THE DATA START

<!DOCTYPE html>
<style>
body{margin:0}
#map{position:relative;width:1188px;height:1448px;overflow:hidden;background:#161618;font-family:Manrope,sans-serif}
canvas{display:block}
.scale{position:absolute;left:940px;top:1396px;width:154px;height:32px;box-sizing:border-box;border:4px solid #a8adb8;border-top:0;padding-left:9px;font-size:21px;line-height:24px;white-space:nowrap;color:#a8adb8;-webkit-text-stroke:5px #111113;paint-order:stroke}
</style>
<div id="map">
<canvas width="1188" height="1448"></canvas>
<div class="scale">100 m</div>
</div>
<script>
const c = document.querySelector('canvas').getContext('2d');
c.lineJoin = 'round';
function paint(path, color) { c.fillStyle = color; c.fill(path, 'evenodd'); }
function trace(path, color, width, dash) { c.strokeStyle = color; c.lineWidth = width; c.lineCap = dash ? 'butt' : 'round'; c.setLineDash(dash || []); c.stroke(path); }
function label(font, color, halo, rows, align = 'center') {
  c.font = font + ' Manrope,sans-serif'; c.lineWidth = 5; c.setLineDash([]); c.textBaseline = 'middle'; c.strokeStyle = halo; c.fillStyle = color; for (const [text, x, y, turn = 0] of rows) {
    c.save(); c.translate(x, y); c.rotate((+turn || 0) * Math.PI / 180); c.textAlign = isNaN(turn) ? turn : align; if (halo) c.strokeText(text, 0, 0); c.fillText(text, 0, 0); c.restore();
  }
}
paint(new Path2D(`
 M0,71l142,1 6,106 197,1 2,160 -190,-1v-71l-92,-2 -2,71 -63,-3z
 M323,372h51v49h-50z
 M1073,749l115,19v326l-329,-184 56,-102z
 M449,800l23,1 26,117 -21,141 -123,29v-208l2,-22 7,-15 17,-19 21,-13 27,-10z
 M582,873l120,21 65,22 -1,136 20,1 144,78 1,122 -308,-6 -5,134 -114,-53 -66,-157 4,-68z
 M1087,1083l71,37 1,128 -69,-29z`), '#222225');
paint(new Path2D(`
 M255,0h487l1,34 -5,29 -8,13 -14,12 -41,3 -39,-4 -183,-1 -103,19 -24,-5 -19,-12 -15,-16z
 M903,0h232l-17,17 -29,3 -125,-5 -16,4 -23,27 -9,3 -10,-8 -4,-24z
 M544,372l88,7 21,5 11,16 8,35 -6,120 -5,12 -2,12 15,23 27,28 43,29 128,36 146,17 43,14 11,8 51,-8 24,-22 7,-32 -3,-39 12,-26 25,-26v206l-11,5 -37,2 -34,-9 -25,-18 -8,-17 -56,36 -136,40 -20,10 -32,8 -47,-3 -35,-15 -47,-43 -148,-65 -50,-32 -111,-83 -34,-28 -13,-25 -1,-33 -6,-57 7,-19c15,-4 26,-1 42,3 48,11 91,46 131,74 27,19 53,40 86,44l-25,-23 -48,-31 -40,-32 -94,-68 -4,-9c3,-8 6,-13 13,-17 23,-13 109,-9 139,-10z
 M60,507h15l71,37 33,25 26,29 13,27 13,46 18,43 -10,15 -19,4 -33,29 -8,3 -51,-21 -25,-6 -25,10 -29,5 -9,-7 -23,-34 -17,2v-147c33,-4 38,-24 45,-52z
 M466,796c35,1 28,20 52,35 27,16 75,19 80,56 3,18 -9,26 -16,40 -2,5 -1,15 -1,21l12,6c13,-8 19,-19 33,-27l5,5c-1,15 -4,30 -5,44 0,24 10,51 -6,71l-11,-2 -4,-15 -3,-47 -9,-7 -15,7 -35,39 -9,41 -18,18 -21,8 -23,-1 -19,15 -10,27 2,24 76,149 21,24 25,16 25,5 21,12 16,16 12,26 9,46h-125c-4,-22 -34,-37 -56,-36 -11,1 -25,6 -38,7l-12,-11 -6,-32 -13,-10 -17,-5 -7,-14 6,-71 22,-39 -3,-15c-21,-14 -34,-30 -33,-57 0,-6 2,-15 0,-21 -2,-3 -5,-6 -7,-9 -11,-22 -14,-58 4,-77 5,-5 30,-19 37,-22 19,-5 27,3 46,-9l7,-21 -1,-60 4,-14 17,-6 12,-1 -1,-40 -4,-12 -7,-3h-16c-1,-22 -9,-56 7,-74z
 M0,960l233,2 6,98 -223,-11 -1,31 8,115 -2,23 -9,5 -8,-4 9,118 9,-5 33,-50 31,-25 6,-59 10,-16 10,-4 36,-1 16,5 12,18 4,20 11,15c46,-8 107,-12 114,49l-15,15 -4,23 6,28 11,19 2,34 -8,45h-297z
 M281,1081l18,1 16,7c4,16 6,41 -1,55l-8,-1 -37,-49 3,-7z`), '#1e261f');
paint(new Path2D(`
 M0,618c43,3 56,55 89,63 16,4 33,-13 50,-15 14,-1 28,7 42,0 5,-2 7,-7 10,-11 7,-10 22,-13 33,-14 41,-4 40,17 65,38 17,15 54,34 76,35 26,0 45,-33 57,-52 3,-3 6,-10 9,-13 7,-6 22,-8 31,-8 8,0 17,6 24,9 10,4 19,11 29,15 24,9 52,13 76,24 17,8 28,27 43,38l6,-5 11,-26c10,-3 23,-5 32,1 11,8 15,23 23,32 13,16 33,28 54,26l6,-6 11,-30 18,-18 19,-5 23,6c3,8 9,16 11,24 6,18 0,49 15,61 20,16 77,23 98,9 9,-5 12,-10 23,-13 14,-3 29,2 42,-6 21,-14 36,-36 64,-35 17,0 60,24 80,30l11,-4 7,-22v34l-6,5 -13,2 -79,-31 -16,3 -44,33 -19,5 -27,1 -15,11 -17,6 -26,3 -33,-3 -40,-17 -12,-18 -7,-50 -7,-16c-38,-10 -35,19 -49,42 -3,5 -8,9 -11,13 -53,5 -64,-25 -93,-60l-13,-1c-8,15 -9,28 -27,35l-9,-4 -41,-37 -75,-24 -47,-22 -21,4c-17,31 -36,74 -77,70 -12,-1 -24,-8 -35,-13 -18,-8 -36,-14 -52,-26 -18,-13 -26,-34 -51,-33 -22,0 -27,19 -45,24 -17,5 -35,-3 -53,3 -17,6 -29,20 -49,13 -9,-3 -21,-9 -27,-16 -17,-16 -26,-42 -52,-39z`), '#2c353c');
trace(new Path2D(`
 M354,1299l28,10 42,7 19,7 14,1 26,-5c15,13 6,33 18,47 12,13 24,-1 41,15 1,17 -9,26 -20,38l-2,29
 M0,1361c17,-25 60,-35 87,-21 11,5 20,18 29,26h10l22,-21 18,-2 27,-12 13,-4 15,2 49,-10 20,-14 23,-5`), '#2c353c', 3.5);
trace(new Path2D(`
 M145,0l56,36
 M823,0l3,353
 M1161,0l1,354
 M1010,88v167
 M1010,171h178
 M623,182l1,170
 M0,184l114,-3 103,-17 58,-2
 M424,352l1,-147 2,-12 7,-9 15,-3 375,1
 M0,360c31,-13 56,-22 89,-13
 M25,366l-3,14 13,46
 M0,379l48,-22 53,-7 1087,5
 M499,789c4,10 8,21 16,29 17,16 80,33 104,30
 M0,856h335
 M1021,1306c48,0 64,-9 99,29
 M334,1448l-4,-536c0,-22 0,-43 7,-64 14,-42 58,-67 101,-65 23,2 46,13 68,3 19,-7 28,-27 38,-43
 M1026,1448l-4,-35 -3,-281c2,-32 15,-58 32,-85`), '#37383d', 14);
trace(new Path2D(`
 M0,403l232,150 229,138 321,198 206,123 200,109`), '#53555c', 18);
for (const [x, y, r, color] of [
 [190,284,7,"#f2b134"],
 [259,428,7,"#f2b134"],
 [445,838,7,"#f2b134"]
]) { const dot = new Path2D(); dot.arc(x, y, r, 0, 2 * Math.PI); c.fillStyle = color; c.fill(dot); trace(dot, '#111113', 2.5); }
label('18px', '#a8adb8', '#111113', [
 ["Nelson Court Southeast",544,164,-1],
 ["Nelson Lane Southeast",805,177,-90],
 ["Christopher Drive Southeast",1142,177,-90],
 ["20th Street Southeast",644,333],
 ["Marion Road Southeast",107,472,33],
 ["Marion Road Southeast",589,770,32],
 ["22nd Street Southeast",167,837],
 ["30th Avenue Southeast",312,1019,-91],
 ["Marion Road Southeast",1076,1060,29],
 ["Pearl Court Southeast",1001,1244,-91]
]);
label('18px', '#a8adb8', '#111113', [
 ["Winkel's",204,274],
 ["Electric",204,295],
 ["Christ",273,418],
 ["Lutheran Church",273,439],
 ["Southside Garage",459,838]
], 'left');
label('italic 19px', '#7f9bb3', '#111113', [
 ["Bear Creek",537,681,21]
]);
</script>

THE DATA END

In the entries above, find each line that includes the string "rows" and copy it.

### REPLY
function label(font, color, halo, rows, align = 'center') {
  c.font = font + ' Manrope,sans-serif'; c.lineWidth = 5; c.setLineDash([]); c.textBaseline = 'middle'; c.strokeStyle = halo; c.fillStyle = color; for (const [text, x, y, turn = 0] of rows) {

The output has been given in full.